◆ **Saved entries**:
--

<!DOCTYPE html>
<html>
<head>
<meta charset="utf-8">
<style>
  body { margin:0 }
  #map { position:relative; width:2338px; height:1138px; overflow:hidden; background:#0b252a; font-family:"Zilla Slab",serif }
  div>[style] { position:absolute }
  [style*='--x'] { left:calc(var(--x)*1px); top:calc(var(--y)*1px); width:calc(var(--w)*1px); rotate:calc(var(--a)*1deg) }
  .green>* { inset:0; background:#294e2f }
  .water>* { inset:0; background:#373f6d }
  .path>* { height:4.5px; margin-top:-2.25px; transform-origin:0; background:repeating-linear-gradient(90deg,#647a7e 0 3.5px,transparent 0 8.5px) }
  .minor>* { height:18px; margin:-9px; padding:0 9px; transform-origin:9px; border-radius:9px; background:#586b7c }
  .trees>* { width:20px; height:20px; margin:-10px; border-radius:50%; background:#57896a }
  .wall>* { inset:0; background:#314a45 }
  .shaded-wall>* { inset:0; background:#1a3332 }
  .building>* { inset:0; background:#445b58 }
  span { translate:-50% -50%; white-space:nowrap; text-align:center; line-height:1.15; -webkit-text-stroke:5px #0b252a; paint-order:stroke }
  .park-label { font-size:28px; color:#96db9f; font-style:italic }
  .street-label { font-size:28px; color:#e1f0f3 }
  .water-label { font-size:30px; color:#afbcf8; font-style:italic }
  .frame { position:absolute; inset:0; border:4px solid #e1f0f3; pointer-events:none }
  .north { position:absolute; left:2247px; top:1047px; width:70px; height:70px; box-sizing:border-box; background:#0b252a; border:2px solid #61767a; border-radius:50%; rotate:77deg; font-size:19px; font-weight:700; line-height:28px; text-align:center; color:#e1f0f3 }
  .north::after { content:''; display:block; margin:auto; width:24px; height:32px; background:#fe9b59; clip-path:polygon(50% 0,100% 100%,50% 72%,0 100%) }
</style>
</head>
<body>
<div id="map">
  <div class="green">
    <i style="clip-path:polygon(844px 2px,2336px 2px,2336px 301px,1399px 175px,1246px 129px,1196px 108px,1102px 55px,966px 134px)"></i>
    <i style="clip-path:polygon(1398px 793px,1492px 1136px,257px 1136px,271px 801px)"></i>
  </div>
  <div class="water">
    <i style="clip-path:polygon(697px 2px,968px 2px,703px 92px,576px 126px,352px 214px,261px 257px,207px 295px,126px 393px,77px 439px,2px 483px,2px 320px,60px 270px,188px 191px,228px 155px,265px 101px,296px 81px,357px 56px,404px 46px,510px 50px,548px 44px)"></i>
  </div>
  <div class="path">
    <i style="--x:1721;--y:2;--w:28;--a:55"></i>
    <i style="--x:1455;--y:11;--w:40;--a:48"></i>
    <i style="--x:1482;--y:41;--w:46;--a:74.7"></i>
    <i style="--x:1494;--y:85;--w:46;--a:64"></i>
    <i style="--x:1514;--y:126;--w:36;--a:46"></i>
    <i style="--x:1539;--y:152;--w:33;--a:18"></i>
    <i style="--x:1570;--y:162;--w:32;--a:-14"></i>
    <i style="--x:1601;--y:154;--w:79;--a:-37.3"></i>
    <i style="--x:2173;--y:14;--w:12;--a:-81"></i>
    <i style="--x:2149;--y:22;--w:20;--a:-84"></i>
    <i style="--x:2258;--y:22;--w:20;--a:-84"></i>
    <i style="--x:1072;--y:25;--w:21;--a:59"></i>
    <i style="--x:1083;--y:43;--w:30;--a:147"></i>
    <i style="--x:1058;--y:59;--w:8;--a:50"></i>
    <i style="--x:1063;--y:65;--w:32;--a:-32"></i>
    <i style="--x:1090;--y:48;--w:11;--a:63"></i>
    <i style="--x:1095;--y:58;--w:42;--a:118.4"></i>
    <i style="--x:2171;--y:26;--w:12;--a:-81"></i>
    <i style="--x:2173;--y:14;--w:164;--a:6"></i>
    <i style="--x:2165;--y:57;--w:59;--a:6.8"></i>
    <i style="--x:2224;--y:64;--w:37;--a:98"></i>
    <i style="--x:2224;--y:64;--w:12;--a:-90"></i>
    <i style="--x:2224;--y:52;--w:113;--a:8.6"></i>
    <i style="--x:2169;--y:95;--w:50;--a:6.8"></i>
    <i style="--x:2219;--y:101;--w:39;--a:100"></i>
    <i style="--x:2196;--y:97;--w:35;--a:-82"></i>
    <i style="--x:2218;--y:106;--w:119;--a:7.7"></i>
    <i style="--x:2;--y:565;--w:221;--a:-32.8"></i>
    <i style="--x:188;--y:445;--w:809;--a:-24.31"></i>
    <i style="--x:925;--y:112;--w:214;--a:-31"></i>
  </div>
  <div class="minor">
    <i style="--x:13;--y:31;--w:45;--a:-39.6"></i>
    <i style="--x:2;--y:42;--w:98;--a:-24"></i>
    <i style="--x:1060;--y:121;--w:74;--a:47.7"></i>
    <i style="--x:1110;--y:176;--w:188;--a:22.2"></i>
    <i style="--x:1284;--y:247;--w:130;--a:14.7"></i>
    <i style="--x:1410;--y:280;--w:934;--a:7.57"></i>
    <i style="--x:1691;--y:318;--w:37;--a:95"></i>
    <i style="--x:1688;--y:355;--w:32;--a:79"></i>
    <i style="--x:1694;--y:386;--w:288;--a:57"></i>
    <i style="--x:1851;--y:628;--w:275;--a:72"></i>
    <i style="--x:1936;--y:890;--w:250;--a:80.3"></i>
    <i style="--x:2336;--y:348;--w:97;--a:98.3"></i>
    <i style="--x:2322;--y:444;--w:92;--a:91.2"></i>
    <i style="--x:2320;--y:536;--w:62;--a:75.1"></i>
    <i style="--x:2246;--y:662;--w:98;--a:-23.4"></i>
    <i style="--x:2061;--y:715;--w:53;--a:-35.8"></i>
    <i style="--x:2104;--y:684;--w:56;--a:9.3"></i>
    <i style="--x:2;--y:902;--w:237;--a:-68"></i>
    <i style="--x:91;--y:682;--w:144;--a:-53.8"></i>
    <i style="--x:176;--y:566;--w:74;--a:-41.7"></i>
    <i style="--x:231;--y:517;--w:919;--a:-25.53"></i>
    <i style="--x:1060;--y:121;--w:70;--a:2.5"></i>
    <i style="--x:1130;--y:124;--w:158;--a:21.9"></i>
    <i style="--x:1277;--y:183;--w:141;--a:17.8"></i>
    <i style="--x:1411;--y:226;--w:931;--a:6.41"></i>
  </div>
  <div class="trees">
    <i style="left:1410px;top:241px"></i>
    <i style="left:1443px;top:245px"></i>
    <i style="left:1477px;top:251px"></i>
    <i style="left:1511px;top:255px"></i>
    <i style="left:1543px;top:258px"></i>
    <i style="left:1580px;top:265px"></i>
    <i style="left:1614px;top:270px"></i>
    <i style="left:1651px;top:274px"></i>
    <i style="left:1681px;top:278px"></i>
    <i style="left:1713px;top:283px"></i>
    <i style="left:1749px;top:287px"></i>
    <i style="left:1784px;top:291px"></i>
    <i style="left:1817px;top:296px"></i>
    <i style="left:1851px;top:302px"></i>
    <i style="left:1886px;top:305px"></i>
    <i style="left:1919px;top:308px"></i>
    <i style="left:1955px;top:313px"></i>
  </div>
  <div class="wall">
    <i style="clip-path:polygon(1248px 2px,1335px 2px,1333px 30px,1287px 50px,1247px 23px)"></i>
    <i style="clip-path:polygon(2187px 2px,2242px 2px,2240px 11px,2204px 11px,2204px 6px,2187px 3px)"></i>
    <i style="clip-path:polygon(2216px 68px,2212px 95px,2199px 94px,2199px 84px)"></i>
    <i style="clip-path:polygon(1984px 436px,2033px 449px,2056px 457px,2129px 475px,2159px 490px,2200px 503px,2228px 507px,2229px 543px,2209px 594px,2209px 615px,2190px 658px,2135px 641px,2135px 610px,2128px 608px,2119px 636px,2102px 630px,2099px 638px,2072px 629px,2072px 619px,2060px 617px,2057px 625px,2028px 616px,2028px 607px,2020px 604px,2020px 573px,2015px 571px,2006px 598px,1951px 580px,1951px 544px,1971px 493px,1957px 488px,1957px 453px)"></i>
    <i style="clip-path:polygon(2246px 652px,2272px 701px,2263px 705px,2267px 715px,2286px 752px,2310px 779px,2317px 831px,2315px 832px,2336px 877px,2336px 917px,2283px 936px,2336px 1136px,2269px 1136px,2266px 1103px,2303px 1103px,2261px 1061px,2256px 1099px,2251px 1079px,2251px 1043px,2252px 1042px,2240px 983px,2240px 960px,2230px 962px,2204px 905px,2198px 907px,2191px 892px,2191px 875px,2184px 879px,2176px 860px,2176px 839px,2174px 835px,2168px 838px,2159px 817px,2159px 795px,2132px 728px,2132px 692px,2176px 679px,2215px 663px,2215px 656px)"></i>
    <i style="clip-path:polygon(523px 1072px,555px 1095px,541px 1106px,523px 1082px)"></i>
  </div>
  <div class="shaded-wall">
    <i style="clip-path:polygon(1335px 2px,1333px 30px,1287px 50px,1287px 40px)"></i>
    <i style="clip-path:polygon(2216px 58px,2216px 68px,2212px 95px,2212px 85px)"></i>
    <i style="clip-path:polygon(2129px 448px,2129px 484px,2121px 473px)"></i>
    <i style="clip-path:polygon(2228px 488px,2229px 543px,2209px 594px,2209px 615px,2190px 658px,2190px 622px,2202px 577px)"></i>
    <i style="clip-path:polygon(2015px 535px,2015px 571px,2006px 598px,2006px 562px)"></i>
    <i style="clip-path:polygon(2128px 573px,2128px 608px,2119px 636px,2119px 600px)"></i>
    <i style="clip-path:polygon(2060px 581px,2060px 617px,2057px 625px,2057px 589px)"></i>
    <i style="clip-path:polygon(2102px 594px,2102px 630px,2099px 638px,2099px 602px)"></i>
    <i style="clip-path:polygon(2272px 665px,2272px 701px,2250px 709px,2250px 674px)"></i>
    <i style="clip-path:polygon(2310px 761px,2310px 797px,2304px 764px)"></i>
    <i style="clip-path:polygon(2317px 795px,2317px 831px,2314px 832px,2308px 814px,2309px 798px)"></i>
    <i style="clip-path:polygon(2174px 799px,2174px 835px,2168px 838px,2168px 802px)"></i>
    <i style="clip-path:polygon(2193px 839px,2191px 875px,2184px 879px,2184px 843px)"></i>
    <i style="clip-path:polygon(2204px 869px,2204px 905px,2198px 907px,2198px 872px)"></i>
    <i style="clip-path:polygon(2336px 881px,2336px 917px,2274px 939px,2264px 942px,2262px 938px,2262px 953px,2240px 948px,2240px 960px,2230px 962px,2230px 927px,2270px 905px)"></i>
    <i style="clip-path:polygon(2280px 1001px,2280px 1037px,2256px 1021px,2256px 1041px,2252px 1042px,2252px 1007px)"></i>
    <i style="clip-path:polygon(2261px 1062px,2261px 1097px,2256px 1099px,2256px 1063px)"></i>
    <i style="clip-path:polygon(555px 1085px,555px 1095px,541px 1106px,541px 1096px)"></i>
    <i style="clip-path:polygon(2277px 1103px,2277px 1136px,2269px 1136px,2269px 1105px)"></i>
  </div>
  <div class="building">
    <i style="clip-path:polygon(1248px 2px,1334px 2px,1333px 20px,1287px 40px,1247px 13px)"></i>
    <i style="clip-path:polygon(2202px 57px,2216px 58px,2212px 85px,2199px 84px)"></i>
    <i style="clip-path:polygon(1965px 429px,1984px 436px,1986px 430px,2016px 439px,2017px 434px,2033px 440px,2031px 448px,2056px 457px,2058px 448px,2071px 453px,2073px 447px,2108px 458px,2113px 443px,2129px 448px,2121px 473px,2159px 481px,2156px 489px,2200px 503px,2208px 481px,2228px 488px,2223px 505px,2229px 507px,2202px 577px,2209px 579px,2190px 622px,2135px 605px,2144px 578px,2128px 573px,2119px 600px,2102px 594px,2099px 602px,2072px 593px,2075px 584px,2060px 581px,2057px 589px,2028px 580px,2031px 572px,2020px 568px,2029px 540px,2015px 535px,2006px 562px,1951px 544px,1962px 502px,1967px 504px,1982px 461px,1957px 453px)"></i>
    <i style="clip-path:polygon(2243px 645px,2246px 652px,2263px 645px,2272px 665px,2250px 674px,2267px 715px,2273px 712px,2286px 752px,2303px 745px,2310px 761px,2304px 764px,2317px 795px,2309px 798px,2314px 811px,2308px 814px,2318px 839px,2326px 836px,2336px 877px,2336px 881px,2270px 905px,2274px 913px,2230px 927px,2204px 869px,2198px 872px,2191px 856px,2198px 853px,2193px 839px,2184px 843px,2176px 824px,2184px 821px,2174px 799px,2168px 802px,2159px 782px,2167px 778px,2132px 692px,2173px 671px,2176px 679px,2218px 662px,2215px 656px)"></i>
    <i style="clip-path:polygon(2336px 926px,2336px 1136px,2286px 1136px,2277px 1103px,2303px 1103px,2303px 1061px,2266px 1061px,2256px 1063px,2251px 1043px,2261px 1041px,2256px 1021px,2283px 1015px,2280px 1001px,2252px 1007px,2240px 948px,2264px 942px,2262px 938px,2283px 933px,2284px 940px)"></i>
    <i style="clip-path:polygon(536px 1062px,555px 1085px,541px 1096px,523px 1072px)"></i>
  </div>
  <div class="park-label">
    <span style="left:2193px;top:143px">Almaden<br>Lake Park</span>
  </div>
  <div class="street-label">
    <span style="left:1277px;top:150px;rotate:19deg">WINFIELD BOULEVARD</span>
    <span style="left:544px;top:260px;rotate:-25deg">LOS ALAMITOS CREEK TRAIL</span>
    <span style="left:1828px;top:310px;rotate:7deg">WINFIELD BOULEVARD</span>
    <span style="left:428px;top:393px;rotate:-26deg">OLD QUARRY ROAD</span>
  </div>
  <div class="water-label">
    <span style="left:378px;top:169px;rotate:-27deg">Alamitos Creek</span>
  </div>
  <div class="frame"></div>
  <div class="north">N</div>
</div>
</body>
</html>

--

◆ **WHAT YOU NEED TO DO**: Starting from the top of the records and ending at the line that contains "height:4.5px; margin-top:-2.25px; transform-origin:0;", repeat each line exactly and return only those lines.

◆ **REPLY TO THE EXERCISE**:
<!DOCTYPE html>
<html>
<head>
<meta charset="utf-8">
<style>
  body { margin:0 }
  #map { position:relative; width:2338px; height:1138px; overflow:hidden; background:#0b252a; font-family:"Zilla Slab",serif }
  div>[style] { position:absolute }
  [style*='--x'] { left:calc(var(--x)*1px); top:calc(var(--y)*1px); width:calc(var(--w)*1px); rotate:calc(var(--a)*1deg) }
  .green>* { inset:0; background:#294e2f }
  .water>* { inset:0; background:#373f6d }
  .path>* { height:4.5px; margin-top:-2.25px; transform-origin:0; background:repeating-linear-gradient(90deg,#647a7e 0 3.5px,transparent 0 8.5px) }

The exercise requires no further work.